Una señora de unos 32 años reclama en un
programa de televisión su derecho a pasear en andas una vagina de gomaespuma de
algo más de un metro de alto, por el centro de Málaga y gritando insultos hacia
la Iglesia Católica. Ataviada como si aún siguiera en sus años universitarios,
la activista afirma que está imputada
penalmente porque “en España la
Conferencia Episcopal continúa teniendo un poder que sobrepasa las leyes”.
Candidata al Congreso de los Diputados por Podemos en Málaga.
Un señor con 40 años toma la palabra en
la Diputación Provincial de Granada para afirmar que “Arnaldo Otegui es un preso político”, “un hombre clave para la paz en el País Vasco”. Entretanto confía
en que la Guardia Civil “se convierta en
una institución democrática”. Diputado Provincial por IU, hoy Unidos
Podemos.
Ambos han construido sus vidas recientes
en torno a este tipo de causas
reivindicativas. Sólo hay que visitar sus perfiles en la redes sociales para comprobar
el grado de exaltación que sienten por sus causas: feminismo y guerracivilismo, respectivamente.
En este activismo se insertan gran cantidad asuntos que poco o nada tienen
que ver con los grandes problemas del Estado: desahucios, maltrato animal,
memoria histórica, apoyo o rechazo al aborto, apoyo o rechazo a la inmigración,
etc. Asuntos que, en cierta medida, generan
importantes filias pero que no pueden ser asumidos de forma clara y contundente
por los grandes partidos.
¿Cuántos votos perdería el PSOE si
apoyara la abolición de las corridas de toros?. ¿Cuántos votos perdería el PP
si cerrara las puertas a la Ley de Memoria Histórica?. Los grandes partidos no
pueden asumir el coste político de tomar una determinada posición frente a
temas aparentemente irrelevantes para el conjunto de los ciudadanos.
La repercusión mediática de lo
políticamente correcto es muy elevada. Tanto que las minorías han ido ganando
espacios cada vez más amplios en el imaginario común de los votantes. Imponiendo
opiniones que hace unos años nos hubiesen parecido descabelladas.
Sin embargo, existen partidos políticos
que son conscientes del poder de las minorías y han sido capaces de mimetizarse
con ellas para obtener su favor. Así, la suma de las minorías –cegadas por su
activismo militante- conforma una mayoría inaudita en España. Una mayoría que
lleva a compartir bandera a los militantes del sindicato del PER en Andalucía, con los del Espanya ens roba en Cataluña. Que cubre bajo un mismo techo a altos
cargos de las administraciones públicas y a personajes que dedicaron parte de
su vida a aplaudir y brindar por cada crimen de la banda armada ETA.
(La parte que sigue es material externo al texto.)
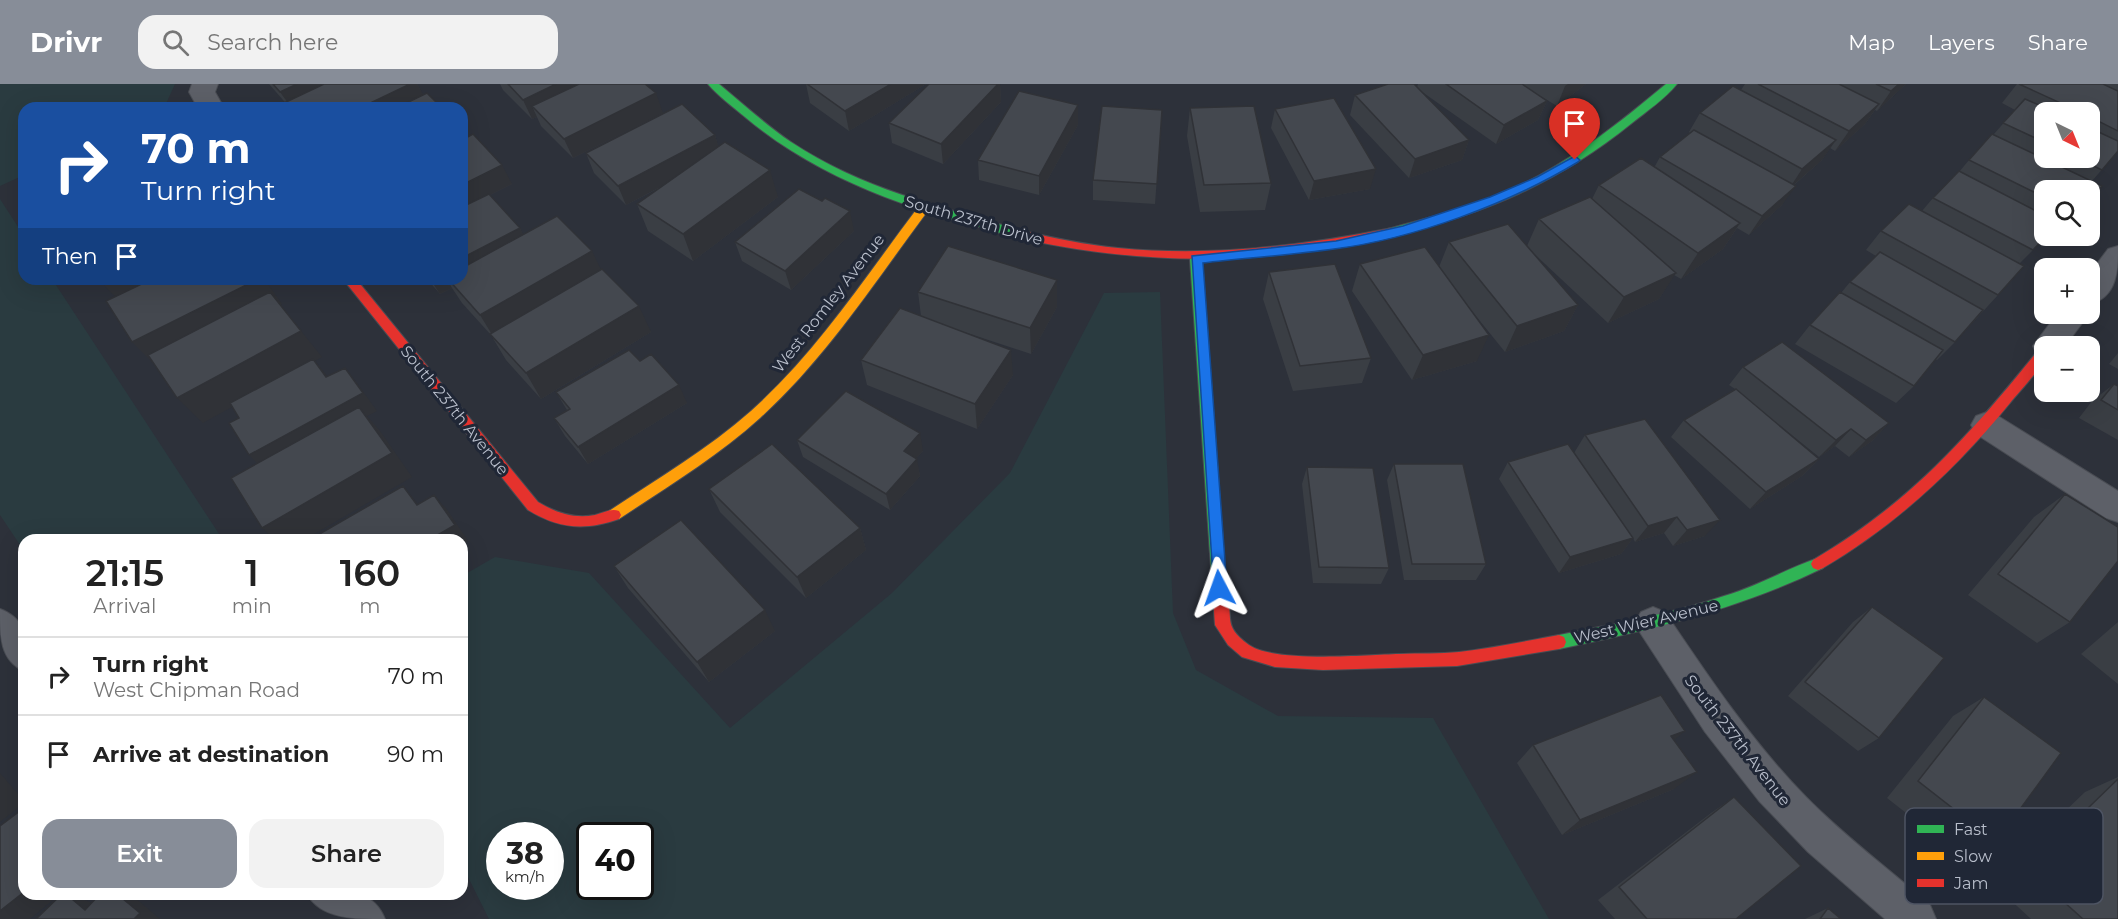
<!DOCTYPE html>
<meta charset="utf-8">
<style>
:root{--surface:#fff;--page:#f2f2f2;--text:#222;--muted:#767676;--line:#e0e0e0;--accent:#878d98}
body{margin:0;font-family:Montserrat,sans-serif;background:var(--page);color:var(--text);height:100vh;display:flex;flex-direction:column;font-size:22px;white-space:nowrap}
*{box-sizing:border-box;margin:0}
p{font-size:20px;color:var(--muted)}
.icon{flex:none;width:33px;height:33px;fill:none;stroke:currentColor;stroke-width:2;stroke-linecap:round;stroke-linejoin:round}
.map{position:relative;flex:1;overflow:hidden}
.panel{position:absolute;left:18px;top:450px;width:450px;height:366px;display:flex;flex-direction:column;background:var(--surface);border-radius:18px;box-shadow:0 6px 24px #0002}
.panel>*{flex:none}
.guide{position:absolute;left:18px;top:18px;width:450px;height:183px;border-radius:18px;box-shadow:0 6px 24px #0002;background:#1a4fa0;color:#fff;overflow:hidden}
.needle{width:39px;rotate:137deg}
.controls{position:absolute;left:2034px;top:18px;display:grid;gap:12px}
.controls a{display:grid;place-items:center;width:66px;height:66px;border-radius:12px;background:var(--surface);box-shadow:0 6px 24px #0002;font-size:30px}
.speed{position:absolute;left:486px;top:738px;display:flex;gap:12px;font-size:30px;font-weight:700;text-align:center}
.speed>*{display:grid;place-content:center;width:78px;height:78px;border-radius:50%;background:var(--surface);box-shadow:0 6px 24px #0002;line-height:1}
.speed small{font-size:15px;font-weight:400}
.speed .limit{border:3px solid #111;border-radius:9px;background:#fff;color:#111}
.pin{position:absolute;display:grid;place-items:center;width:51px;height:51px;color:#fff;margin:-62px -26px;border-radius:50% 50% 50% 0;rotate:-45deg;box-shadow:0 0 6px #0007}
.pin .icon{rotate:45deg}
.me{position:absolute;width:66px;margin:-33px;rotate:356deg;stroke-linejoin:round;filter:drop-shadow(0 0 4px #0008)}
.turn{display:flex;align-items:center;gap:21px;height:126px;padding:0 24px;font-size:27px}
.turn .icon{width:78px;height:78px;stroke-width:2.5}
.turn b{display:block;font-size:42px;line-height:51px}
.then{display:flex;align-items:center;height:57px;padding:0 24px;background:#0003;gap:12px;font-size:22px}
.eta{display:flex;justify-content:space-evenly;align-items:center;height:102px;text-align:center}
.eta b{font-size:36px;font-weight:600;line-height:42px}
.button{display:flex;gap:12px;margin-top:auto;padding:12px 24px}
.button a{flex:1;height:69px;border-radius:18px;background:var(--accent);color:#fff;font-size:24px;font-weight:600;line-height:69px;text-align:center}
.button a+a{background:var(--page);color:var(--text)}
ul{padding:0;list-style:none}
li{display:flex;align-items:center;gap:18px;height:78px;padding:0 24px;border-top:2px solid var(--line)}
li div{flex:1}
li b{display:block;font-size:22px}
li em{font-style:normal}
header{display:flex;align-items:center;gap:36px;box-sizing:border-box;height:84px;padding:0 30px;background:var(--accent);color:#fff}
header strong{font-size:28px}
nav{display:flex;gap:33px;margin-inline-start:auto;font-size:21px}
.search{width:420px;height:54px;background:var(--page);display:flex;align-items:center;gap:15px;box-sizing:border-box;padding:0 21px;border-radius:18px;color:var(--muted);font-size:22px}
.map>svg:first-child{display:block}
</style>
<header>
<strong>Drivr</strong>
<div class="search"><svg class="icon" aria-label="search" viewBox="0 0 24 24"><circle cx="10" cy="10" r="6"/><path d="M15 15l6 6"/></svg>Search here</div>
<nav><a>Map</a><a>Layers</a><a>Share</a></nav>
</header>
<div class="map">
<svg width="2118" height="835" viewBox="0 0 2118 835">
<rect width="100%" height="100%" fill="#2d313a"/>
<path fill="#2a3b40" fill-rule="evenodd" d="M0 0H175L164 24H24V91L0 102Z
M0 115 24 152V195H52L223 456H24V467L0 431Z
M1160 208 1173 529 1196 586 1278 632 1433 634 1549 835H489L468 793 462 791V492L495 473 589 489 730 644 892 509 1010 389 1104 209ZM500 752H550V802H500ZM590 752H640V802H590Z"/>
<g fill="none" stroke-linecap="round" stroke-linejoin="round">
<g stroke="#494c53" stroke-width="2">
<path id="street" d="M192 0H218L215 8 224 24H198L189 8Z
M2118 162C2118 185 2118 213 2090 220V189L2108 165Z
M2057 230H2089L2065 262H2044V272L2037 270 2033 262Z
M1987 328 1998 332 2118 407V438L2106 434 1976 350 1971 341 1976 332Z
M1653 523 1665 528C1708 592 1752 658 1806 713 1844 752 1889 785 1930 821L1936 835H1885L1808 768 1759 717 1705 648 1641 550 1635 539 1641 528Z
M0 525C31 537 24 559 24 587 0 576 0 553 0 525Z
M307 810C339 810 371 800 385 835 354 835 321 835 307 810Z"/>
</g>
<g stroke="#494c53" stroke-width="2">
<path id="fast" d="M708 0H719C743 20 766 41 791 58 863 106 945 124 1027 148L1029 151 1023 155C923 129 826 101 745 33 733 23 718 12 708 0Z
M1666 0H1677C1665 15 1647 27 1632 39 1558 99 1484 130 1392 152L1386 148 1388 145C1423 135 1459 127 1494 113 1559 87 1612 45 1666 0Z
M1196 171 1202 175 1227 514 1225 518 1220 520 1215 518 1213 514 1190 175Z
M1818 474 1823 476 1825 480 1823 484C1739 525 1650 546 1559 565L1554 563 1552 558 1554 553 1559 551C1614 540 1671 530 1724 512 1758 502 1786 485 1818 474Z"/>
</g>
<g stroke="#494c53" stroke-width="2">
<path id="slow" d="M923 121 927 122V128C874 199 826 274 760 334 717 373 667 403 619 435H609L607 431 609 427C657 395 708 365 751 327 817 268 866 192 919 122Z"/>
</g>
<g stroke="#494c53" stroke-width="2">
<path id="jam" d="M1392 144 1396 145V151C1373 158 1348 161 1324 165 1220 181 1126 177 1023 155L1017 151 1023 147C1054 154 1086 161 1118 164 1211 173 1301 162 1392 144Z
M343 195H356L538 418C556 429 574 435 595 431 603 429 611 424 619 427L621 431 619 435C585 447 559 445 528 426Z
M2045 262C2045 266 2045 272 2044 276 2040 286 2018 309 2010 319 1956 385 1896 441 1823 484L1818 486 1813 484 1811 480 1813 476C1910 419 1970 351 2040 264Z
M1220 508 1225 510C1236 533 1220 540 1249 561 1275 579 1366 571 1399 570 1419 569 1440 570 1459 568 1493 564 1526 557 1559 551L1564 553 1566 558 1564 563 1559 565 1457 582 1323 586 1275 583 1242 573 1228 561 1215 541 1213 514 1215 510Z"/>
</g>
<use href="#street" fill="#5d6068" fill-rule="evenodd"/>
<use href="#fast" fill="#30b455" fill-rule="evenodd"/>
<use href="#slow" fill="#ff9f0a" fill-rule="evenodd"/>
<use href="#jam" fill="#e5322d" fill-rule="evenodd"/>
</g>
<path fill="#3a3e44" fill-rule="evenodd" d="M269 0H417L423 11 442 24H290Z
M500 0H645L663 29 573 74 541 42 537 33 532 35 503 6Z
M806 0H926L849 47 810 19Z
M929 0H1000L1001 18 943 80 892 59 889 39Z
M1418 0H1586L1557 22 1542 13 1547 17 1538 36 1496 60 1418 5 1469 56 1462 76 1409 94 1350 31 1355 11 1417 3Z
M1745 0H1906L1877 27 1875 26 1865 40 1835 67 1830 64 1822 76 1794 101 1782 121 1749 151 1737 144 1723 165 1681 195 1674 191 1659 215 1608 239 1528 164 1578 221 1564 247 1505 268 1467 221 1477 277 1412 296 1352 207 1360 180 1439 183 1449 158 1527 162 1539 135 1592 115 1599 101 1655 82 1660 73 1690 49 1689 48 1700 29 1741 6Z
M2017 0H2118V67L2092 97 2102 102 2090 118V106H2044V152L2033 166 2020 179 1998 211 1955 258 1937 276 1935 275 1914 302 1896 319 1795 260 1810 241 1841 209 1850 198 1876 172 1866 166 1881 147 1922 127 1933 114 1959 88 1969 76 1994 50 2015 26 2002 19ZM2044 28H2090V74H2044Z
M1078 21V41L1039 111 979 96 978 76Z
M1190 24 1271 99 1265 126 1200 128 1187 52Z
M1275 25 1370 105 1309 116 1271 44Z
M1162 26 1155 120 1093 116V96Z
M462 49 465 54 512 100 490 111 520 144 523 151 601 186 651 248 541 315 506 276 491 251 462 219 452 204 440 210 427 195H462Z
M715 51 718 62 778 113 693 177 648 147 637 120 663 102 626 121 594 89 586 69Z
M822 117 854 147 791 206 742 177 735 158Z
M1269 188 1371 274 1362 299 1293 307 1263 215Z
M918 208 1057 223 1031 270 958 246 1013 291 977 345 867 301 861 276 921 232Z
M2118 269V285L2109 280Z
M640 277 687 319 588 380 565 352 554 334 567 326 556 308Z
M1743 283 1889 339 1872 357 1849 373 1835 362 1819 373 1763 328 1819 375 1802 392 1750 425 1671 353 1684 336 1735 305 1729 301Z
M2114 300 2118 302V356L2079 334 2092 317Z
M1585 351 1705 452 1673 462 1664 449 1635 458 1633 454 1621 470 1559 489 1499 395 1508 378 1574 369Z
M797 356 923 367 916 374 920 392 890 426 803 373Z
M1394 380 1486 480 1476 496H1404L1387 396Z
M1307 383 1389 484 1381 500 1313 499 1302 400Z
M709 405 860 444 866 466 806 514 720 428Z
M2065 410 2070 538 2037 559 1968 511 2034 433Z
M614 482 775 547 709 598 628 504Z
M1872 523 1879 654 1858 667 1788 612 1853 538Z
M2118 538V600L2081 570Z
M1984 613 1996 758 1962 773 1887 714 1953 632Z
M1674 656V705L1562 751 1517 679 1533 661Z
M2118 693V835H2031L1991 798 2085 708Z
M1734 713 1736 835H1615L1598 816 1711 729Z
M1828 824 1841 835H1805Z"/>
<path fill="#303237" d="M297 0H352L288 19 280 8Z
M410 0H417L427 17 412 24H360Z
M556 0H605L532 22 537 33 532 35 523 16Z
M891 0H926L849 47 845 27Z
M998 0H1000L1001 18 943 80 941 60Z
M1568 0H1586L1557 22 1565 2Z
M1899 0H1906L1877 27 1891 7Z
M656 9 663 29 573 74 564 55Z
M1547 17 1538 36 1496 60 1504 41Z
M1879 20 1865 40 1835 67 1849 47Z
M1078 21V41L1039 111V92Z
M715 51 721 71 626 121 618 102Z
M1469 56 1462 76 1409 94 1415 75Z
M1836 56 1822 76 1789 105 1802 85Z
M502 81 512 100 462 125V101Z
M1376 85 1370 105 1309 116 1314 97Z
M770 86 778 113 693 177 683 150Z
M1796 102 1782 121 1749 151 1762 132Z
M850 127 854 147 791 206 785 187Z
M1740 139 1723 165 1681 195 1698 169Z
M520 144 530 164 462 195V174Z
M592 167 605 194 496 257 480 231Z
M1676 189 1659 215 1608 239 1624 213Z
M114 195H191L129 227 103 200Z
M258 195H264L282 220 280 221 322 273 315 277 328 293H326L315 277 203 339 177 314 158 284 132 258Z
M430 195H447L452 204 440 210Z
M1057 196V223L1031 270 1030 244Z
M1578 221 1564 247 1505 268 1517 242Z
M639 222 651 248 541 315 526 289Z
M1489 251 1477 277 1412 296 1423 271Z
M1011 266 1013 291 977 345 975 320Z
M345 284 359 302 377 327 367 332 380 347 412 393 304 456H275L262 444 266 388 249 371Z
M679 301 687 319 588 380 578 363Z
M1889 339 1872 357 1849 373 1866 356Z
M1851 345 1835 362 1819 373 1836 356Z
M920 349 923 367 907 384 904 367Z
M917 375 920 392 890 426 886 410Z
M1819 375 1802 392 1750 425 1766 408Z
M403 402 417 419 431 438 417 421Z
M434 411 448 427 468 457 462 461V456H429Z
M1677 433 1664 449 1635 458 1648 442Z
M1720 436 1705 452 1673 462 1687 446Z
M860 444 866 466 806 514 797 493Z
M1633 454 1621 470 1559 489 1570 473Z
M765 526 775 547 709 598 697 578Z
M1685 647 1664 665 1671 652Z
M1697 688 1674 705 1562 751 1580 736Z
M0 689 24 717V719L0 738Z
M24 808V810H60L30 835H0V827Z
M66 810H70L90 818 111 835 85 826Z
M117 810H127L133 812 160 835H134Z"/>
<path fill="#44484f" stroke="#303237" stroke-width="1.5" d="M273 0H297L280 8Z
M324 0H410L360 24H292L286 18Z
M508 0H556L523 16Z
M579 0H645L656 9 564 55 532 22Z
M807 0H891L845 27Z
M929 0H998L941 60 889 39Z
M1388 0H1414L1469 56 1415 75 1355 11Z
M1446 0H1522L1547 17 1504 41Z
M1758 0H1839L1879 20 1849 47Z
M1876 0H1899L1891 7Z
M2019 0H2103L2118 7V47L2090 33V28H2080Z
M1733 2 1836 56 1802 85 1700 29Z
M1019 7 1078 21 1039 92 978 76Z
M427 9 442 24H396Z
M1334 14 1376 85 1314 97 1275 25Z
M2025 15 2055 28H2044V58L2003 39Z
M682 20 715 51 618 102 586 69Z
M1102 22 1162 26 1157 100 1093 96Z
M1254 22 1271 99 1204 101 1190 24Z
M2090 44 2118 57V67L2102 86 2077 74H2090Z
M1694 46 1796 102 1762 132 1660 73Z
M473 50 502 81 462 101V56Z
M1992 50 2102 102 2091 117H2090V106H2044V113L1969 76Z
M725 58 770 86 683 150 637 120Z
M1641 74 1740 139 1698 169 1599 101Z
M24 75V87L19 78Z
M1959 87 2044 131V152H2046L2033 166 1933 114Z
M799 105 822 117 825 114 850 127 785 187 735 158Z
M489 110 520 144 462 174V123Z
M1590 113 1676 189 1624 213 1539 135Z
M1909 120 2024 182 1998 211 1881 147Z
M557 132 592 167 480 231 448 195H462V184Z
M1508 140 1578 221 1517 242 1449 158Z
M948 162 1057 196 1030 244 918 208Z
M1425 163 1489 251 1423 271 1360 180Z
M1880 168 1983 226 1955 258 1850 198Z
M1335 180 1371 274 1300 282 1269 188Z
M602 185 639 222 526 289 490 250Z
M100 195H114L103 200Z
M152 195H258L132 258 106 217Z
M270 208 301 247 177 314 148 271Z
M1840 208 1943 266 1914 302 1810 241Z
M900 224 1011 266 975 320 861 276Z
M1782 258 1889 339 1866 356 1851 345 1836 356 1743 283Z
M629 266 640 277 651 270 679 301 578 363 554 334 570 325 556 308Z
M313 275 326 293 345 284 363 309 249 371 229 339 239 334 230 319Z
M2114 300 2118 302V326L2101 316Z
M1736 305 1819 375 1766 408 1684 336Z
M846 307 920 349 904 367 917 375 886 410 797 356Z
M359 323 392 369 262 444 231 394Z
M1645 335 1720 436 1687 446 1677 433 1648 442 1585 351Z
M772 360 860 444 797 493 709 405Z
M1568 360 1633 454 1570 473 1508 378Z
M1394 380H1463L1486 480H1412Z
M1307 383 1373 384 1389 484 1319 483Z
M403 402 417 421 434 411 455 441 429 456H309Z
M2065 410 2118 443V477L2070 538 1998 490Z
M681 436 765 526 697 578 614 482Z
M1872 523 1944 574 1879 654 1805 598Z
M1661 611 1685 647 1671 652 1697 688 1580 736 1533 661Z
M1984 613 2061 669 1996 758 1918 697Z
M2118 695V835H2083L2026 784Z
M1734 713 1801 782 1736 835H1647L1619 803Z
M24 724V808L0 827V742Z
M62 810H66L85 826 100 810H117L140 829 134 835H36Z
M1828 824 1841 835H1820Z"/>
<path fill="#1a73e8" stroke="#114b97" stroke-width="1.5" d="M1575 72 1580 76 1578 78C1510 119 1414 155 1334 165 1291 171 1246 174 1203 179L1227 504 1219 511 1214 509 1192 172 1336 157 1403 142 1490 113 1537 93Z"/>
<g text-anchor="middle" stroke-width="6" stroke-linejoin="round" paint-order="stroke">
<g font-size="16" fill="#b8becb" stroke="#202736">
<text transform="translate(974 136) rotate(16)" y="6">South 237th Drive</text>
<text transform="translate(828 219) rotate(-52)" y="6">West Romley Avenue</text>
<text transform="translate(455 326) rotate(51)" y="6">South 237th Avenue</text>
<text transform="translate(1646 537) rotate(-13)" y="6">West Wier Avenue</text>
<text transform="translate(1738 656) rotate(52)" y="6">South 237th Avenue</text>
</g>
</g>
<rect x="1905" y="724" width="198" height="96" rx="9" fill="#202736" stroke="#4e5463" stroke-width="1.5"/>
<rect x="1917" y="741" width="27" height="8" fill="#30b455"/>
<rect x="1917" y="768" width="27" height="8" fill="#ff9f0a"/>
<rect x="1917" y="795" width="27" height="8" fill="#e5322d"/>
<g font-size="16" fill="#b8becb">
<text x="1954" y="751">Fast</text>
<text x="1954" y="778">Slow</text>
<text x="1954" y="805">Jam</text>
</g>
</svg>
<div class="controls">
<a><svg class="needle" viewBox="-14 -14 28 28"><path d="M0-13l5 13h-10z" fill="#e53935"/><path d="M0 13l5-13h-10z" fill="#767676"/></svg></a>
<a><svg class="icon" aria-label="search" viewBox="0 0 24 24"><circle cx="10" cy="10" r="6"/><path d="M15 15l6 6"/></svg></a>
<a>+</a>
<a>−</a>
</div>
<div class="speed"><div>38<small>km/h</small></div><div class="limit">40</div></div>
<div class="pin" style="left:1575px;top:76px;background:#d93025"><svg class="icon" aria-label="arrive" viewBox="0 0 24 24"><path d="M6 21V4h12l-3 4 3 4H6"/></svg></div>
<svg class="me" style="left:1219px;top:504px" viewBox="-20 -20 40 40"><path d="M0-17L14 15 0 8-14 15z" fill="#1a73e8" stroke="#fff" stroke-width="4"/></svg>
<div class="guide">
<div class="turn"><svg class="icon" aria-label="right" viewBox="0 0 24 24"><path d="M7 20v-9h11M14 6l5 5-5 5"/></svg><div><b>70 m</b>Turn right</div></div>
<div class="then">Then<svg class="icon" aria-label="arrive" viewBox="0 0 24 24"><path d="M6 21V4h12l-3 4 3 4H6"/></svg></div>
</div>
<section class="panel">
<div class="eta">
<div><b>21:15</b><p>Arrival</p></div>
<div><b>1</b><p>min</p></div>
<div><b>160</b><p>m</p></div>
</div>
<ul>
<li><svg class="icon" aria-label="right" viewBox="0 0 24 24"><path d="M7 20v-9h11M14 6l5 5-5 5"/></svg><div><b>Turn right</b><p>West Chipman Road</p></div><em>70 m</em></li>
<li><svg class="icon" aria-label="arrive" viewBox="0 0 24 24"><path d="M6 21V4h12l-3 4 3 4H6"/></svg><div><b>Arrive at destination</b></div><em>90 m</em></li>
</ul>
<div class="button"><a>Exit</a><a>Share</a></div>
</section>
</div>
Todo vale para alcanzar el poder. Una vez
logrado, todo son símbolos, gestos, detalles, guiños, payasadas en sede
parlamentaria o consistorial para que los adeptos continúen unidos. Al fin y al
cabo, en eso consiste el activismo en
apoyar una causa, aunque la causa deje de estar vigente. En votar a ciegas
mientras la papeleta lleve en su discurso la justa causa a la que han dedicado
su blog, su muro en Twitter, su vida.
España enfrenta retos mucho más allá del
Toro de la Vega, de la procesión del coño insumiso, del uso de la estelada en un partido de fútbol. Retos que tienen que ver con la ausencia de un
rumbo claro y común en asuntos como la educación, la sanidad, las
infraestructuras o nuestra posición en el mundo. Pero serán las causas de las
minorías las que decidan quién nos gobernará en los próximos años, no les quepa
la menor duda. Al fin y al cabo, una importante mayoría de los votantes no tiene nada que perder... o eso creen ellos.